Facebook Shareholders Want Less Control at the Top
It seems like in 2019, Facebook shareholders and the FTC want to hold Mark Zuckerberg more accountable.
Mark Zuckerberg may be realizing that saying sorry isn’t good enough as activists call on Facebook shareholders to dump Mark Zuckerberg as chairman.
Parliament’s ethics committee in Canada has recently voted to subpoena Facebook CEO Mark Zuckerberg to appear before an international meeting of parliamentarians probing the Cambridge Analytica scandal later this month.
Ahead of Facebook’s shareholder meeting at the end of May, the civil rights group Color of Change is harnessing the power of its 1.5 million members in partnership with the investor advocacy organization Majority Action to educate the company’s independent shareholders and urge them to vote ‘no’ on Zuckerberg remaining as board chair.
Civil rights and corporate accountability activist groups are really taking aim at the biggest monopoly CEO in one of the most powerful duopolies on the planet. It all boils down to how digital advertising governs how the internet works and has worked for the past ten to twenty years.
It’s a peculiar world where Facebook shareholders are getting fed up with Zuckerberg but can’t do anything about him.
Facebook, in a Securities and Exchange Commission filing in April, announced its annual stockholders’ meeting, which will be held on May 30. Going by the proposals listed in the notice it looks like the main agenda of this meeting is to make changes to Facebook’s governance structure.

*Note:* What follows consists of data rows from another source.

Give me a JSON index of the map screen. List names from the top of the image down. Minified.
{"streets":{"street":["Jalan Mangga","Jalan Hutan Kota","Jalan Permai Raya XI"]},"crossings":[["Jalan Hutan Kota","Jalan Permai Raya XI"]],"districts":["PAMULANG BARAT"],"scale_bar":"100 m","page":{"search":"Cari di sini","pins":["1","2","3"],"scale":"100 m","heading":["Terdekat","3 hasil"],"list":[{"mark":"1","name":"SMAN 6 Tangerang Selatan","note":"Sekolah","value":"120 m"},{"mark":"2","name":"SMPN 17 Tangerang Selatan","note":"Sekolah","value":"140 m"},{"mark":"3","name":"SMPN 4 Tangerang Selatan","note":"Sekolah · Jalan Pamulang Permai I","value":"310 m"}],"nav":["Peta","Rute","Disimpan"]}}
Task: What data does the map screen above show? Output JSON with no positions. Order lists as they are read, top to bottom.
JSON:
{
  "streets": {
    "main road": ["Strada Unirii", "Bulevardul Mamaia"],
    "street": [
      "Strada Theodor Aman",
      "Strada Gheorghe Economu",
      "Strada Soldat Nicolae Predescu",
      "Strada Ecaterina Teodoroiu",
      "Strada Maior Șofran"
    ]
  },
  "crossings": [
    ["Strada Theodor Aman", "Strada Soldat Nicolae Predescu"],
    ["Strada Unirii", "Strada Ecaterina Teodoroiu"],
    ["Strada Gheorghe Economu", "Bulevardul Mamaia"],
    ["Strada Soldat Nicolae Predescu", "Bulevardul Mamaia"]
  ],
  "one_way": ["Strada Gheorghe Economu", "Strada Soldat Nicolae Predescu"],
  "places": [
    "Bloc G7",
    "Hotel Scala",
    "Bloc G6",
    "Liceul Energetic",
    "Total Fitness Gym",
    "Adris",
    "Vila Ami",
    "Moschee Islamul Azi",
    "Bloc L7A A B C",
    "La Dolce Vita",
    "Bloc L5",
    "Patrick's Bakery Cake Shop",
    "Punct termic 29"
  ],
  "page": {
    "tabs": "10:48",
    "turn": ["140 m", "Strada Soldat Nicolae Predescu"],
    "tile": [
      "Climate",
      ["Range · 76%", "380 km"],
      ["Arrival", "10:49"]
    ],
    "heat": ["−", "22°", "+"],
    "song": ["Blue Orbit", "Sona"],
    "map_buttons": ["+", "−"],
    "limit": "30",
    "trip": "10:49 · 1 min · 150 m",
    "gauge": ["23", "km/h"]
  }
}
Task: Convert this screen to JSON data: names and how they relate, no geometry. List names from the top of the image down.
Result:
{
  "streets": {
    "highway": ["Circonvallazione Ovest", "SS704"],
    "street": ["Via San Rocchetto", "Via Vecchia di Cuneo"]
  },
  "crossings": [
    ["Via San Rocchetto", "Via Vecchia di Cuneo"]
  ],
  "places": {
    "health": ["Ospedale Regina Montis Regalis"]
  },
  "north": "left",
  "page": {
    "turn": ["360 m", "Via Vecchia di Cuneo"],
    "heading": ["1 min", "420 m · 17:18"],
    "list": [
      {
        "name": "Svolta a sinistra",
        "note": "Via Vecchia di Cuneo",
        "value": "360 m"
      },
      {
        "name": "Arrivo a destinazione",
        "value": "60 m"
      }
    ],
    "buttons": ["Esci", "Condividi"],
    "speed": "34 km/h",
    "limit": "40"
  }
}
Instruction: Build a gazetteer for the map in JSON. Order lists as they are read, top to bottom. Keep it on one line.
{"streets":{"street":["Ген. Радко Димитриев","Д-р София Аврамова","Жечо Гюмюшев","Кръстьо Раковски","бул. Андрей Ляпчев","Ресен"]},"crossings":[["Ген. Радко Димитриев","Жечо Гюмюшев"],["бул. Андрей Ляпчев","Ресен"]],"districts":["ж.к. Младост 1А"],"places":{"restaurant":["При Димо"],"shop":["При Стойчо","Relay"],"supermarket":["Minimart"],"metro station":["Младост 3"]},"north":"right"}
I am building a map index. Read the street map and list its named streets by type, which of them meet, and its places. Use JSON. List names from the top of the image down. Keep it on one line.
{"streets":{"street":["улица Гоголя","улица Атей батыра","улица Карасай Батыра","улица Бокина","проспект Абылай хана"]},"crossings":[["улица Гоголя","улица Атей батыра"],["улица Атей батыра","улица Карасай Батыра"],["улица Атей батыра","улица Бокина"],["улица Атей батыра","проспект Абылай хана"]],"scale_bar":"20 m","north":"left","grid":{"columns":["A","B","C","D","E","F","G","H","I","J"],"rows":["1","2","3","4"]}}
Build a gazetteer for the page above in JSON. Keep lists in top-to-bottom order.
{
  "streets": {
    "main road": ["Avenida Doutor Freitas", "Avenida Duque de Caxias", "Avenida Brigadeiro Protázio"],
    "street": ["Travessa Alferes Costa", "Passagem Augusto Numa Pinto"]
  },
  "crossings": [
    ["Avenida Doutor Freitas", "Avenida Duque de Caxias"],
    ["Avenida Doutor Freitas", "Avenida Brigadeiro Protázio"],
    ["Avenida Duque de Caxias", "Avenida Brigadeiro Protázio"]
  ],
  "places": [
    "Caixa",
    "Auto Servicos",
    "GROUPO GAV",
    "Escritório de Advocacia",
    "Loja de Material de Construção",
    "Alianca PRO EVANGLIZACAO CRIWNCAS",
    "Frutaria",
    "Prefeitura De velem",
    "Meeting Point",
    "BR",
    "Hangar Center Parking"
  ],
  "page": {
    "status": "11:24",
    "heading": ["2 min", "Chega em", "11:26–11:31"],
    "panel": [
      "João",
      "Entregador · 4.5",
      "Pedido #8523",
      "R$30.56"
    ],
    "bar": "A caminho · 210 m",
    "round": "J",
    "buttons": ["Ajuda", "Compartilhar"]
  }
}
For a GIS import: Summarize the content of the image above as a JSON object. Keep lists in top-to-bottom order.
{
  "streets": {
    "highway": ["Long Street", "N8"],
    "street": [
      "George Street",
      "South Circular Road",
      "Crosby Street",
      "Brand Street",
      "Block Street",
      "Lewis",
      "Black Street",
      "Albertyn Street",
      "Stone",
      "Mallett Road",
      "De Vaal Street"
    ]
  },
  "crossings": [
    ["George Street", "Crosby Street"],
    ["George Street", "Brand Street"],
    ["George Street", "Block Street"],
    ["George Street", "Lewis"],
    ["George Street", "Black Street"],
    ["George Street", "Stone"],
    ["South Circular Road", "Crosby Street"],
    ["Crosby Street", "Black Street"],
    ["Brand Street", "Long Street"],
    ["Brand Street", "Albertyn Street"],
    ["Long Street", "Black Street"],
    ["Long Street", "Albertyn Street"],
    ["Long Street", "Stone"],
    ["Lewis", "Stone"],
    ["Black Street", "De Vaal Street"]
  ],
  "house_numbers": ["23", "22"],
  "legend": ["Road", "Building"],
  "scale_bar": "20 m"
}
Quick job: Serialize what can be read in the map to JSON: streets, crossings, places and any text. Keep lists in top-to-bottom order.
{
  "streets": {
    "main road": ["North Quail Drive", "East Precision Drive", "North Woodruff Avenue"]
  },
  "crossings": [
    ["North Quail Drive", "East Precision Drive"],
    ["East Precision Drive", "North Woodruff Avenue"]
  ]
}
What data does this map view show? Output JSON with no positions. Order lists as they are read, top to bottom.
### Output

Nothing is truly expected to change.
Nobody actually believes Mark Zuckerberg’s power at Facebook is facing an unprecedented threat from the Federal Trade Commission. CEOs and founders have more power than ever, as witnessed by Lyft’s IPO for example or Softbank Vision fund even with plans to go IPO. It’s getting a bit ridiculous.
In a more ethical world for Silicon Valley, Facebook’s board would be required to make the role of board chair an independent position. However Zuck is a bit of a Millennial robot Overlord currently as the fate of the internet literally hangs in the balance.
Let’s face it, a year ago, under Senate questioning, Mark Zuckerberg dodged, denied, and deflected criticisms of the company he co-founded. It was embarrassing and painful to watch. Congress was so ill prepared and Zuckerberg so robotic with the most banal PR lines. It was Silicon Valley doing their thing in Washington and it was nearly disgusting to watch.
It’s worse than you think in Facebook’s executive inner circle. The exodus of talent there has been so epic it’s frightening that this stock is doing well in 2019.
Zuckerberg holds nearly 60 percent of voting rights, and therefore can fight any shareholder proposal for significant changes to Facebook’s leadership. But it may be tough to keep ignoring the growing dissatisfaction.
The groups’ notice points out that last year, more than 35 percent of independent shareholders withheld their support for Zuckerberg and called for a simple majority vote. In 2017, more than half voted for an independent chair.
The climate is way worse in 2019. Facing up to a $3 Billion hit in fines, Facebook is under pressure, and its leader won’t budge or change.
But something has to to give:
This really means Zuckerberg is a dictator of advertising’s absurd influence over the entire architecture of the internet, controlling over 2 billion users in a dark captive audience net. The very anchor of a surveillance capitalism that together with Google and now the Chinese Government, is going to be very bad for people and global citizens.
Facebook has previously said that splitting Zuckerberg’s role would create “uncertainty, confusion, and inefficiency in board and management function.” So as the shitshow of PR and the pivot to encrypted chat privacy that centralizes power, instead of doing the opposite could create greater tyranny over our data, rather than reducing it.
The FTC should impose tough accountability measures and penalties for individual executives and management responsible for violations of the consent order and for privacy failures. But Silicon Valley is not to be messed with and spend a lot on lobbying key decision makers. Only the EU has had the guts to stand up to them so far. Quite honestly, China is on pace to topple them in a few years’ time.
Zuckerberg, who has recently said the social network is moving toward a focus on encrypted, private communication, wields enormous power at the company he founded. However as nefarious as it sounds, Facebook’s monetization of things like WhatsApp and Instagram have only recently begun. Obviously Facebook’s flagship app is an outdated architecture.
Zuckerberg has historically bristled at the idea of independent oversight. This should be a real red flag for us all with regards to Silicon Valley being held accountable.
It’s as if Google’s CEO would do an op-ed in the NY Times about privacy. Oops, he actually just did that. The kind of PR Facebook, Apple and Google are doing around privacy really shows Silicon Valley has no intention of actually being ethical leaders, but instead, covering up what they actually do to monetize their users.
This is the sign that our internet isn’t just broken, Silicon Valley’s contribution to the future of the internet is in decline as China begins to out innovate it. China will take Silicon Valley’s playbook and basically hack the world and America in the process of becoming the economic, technological and AI leader of the entire world.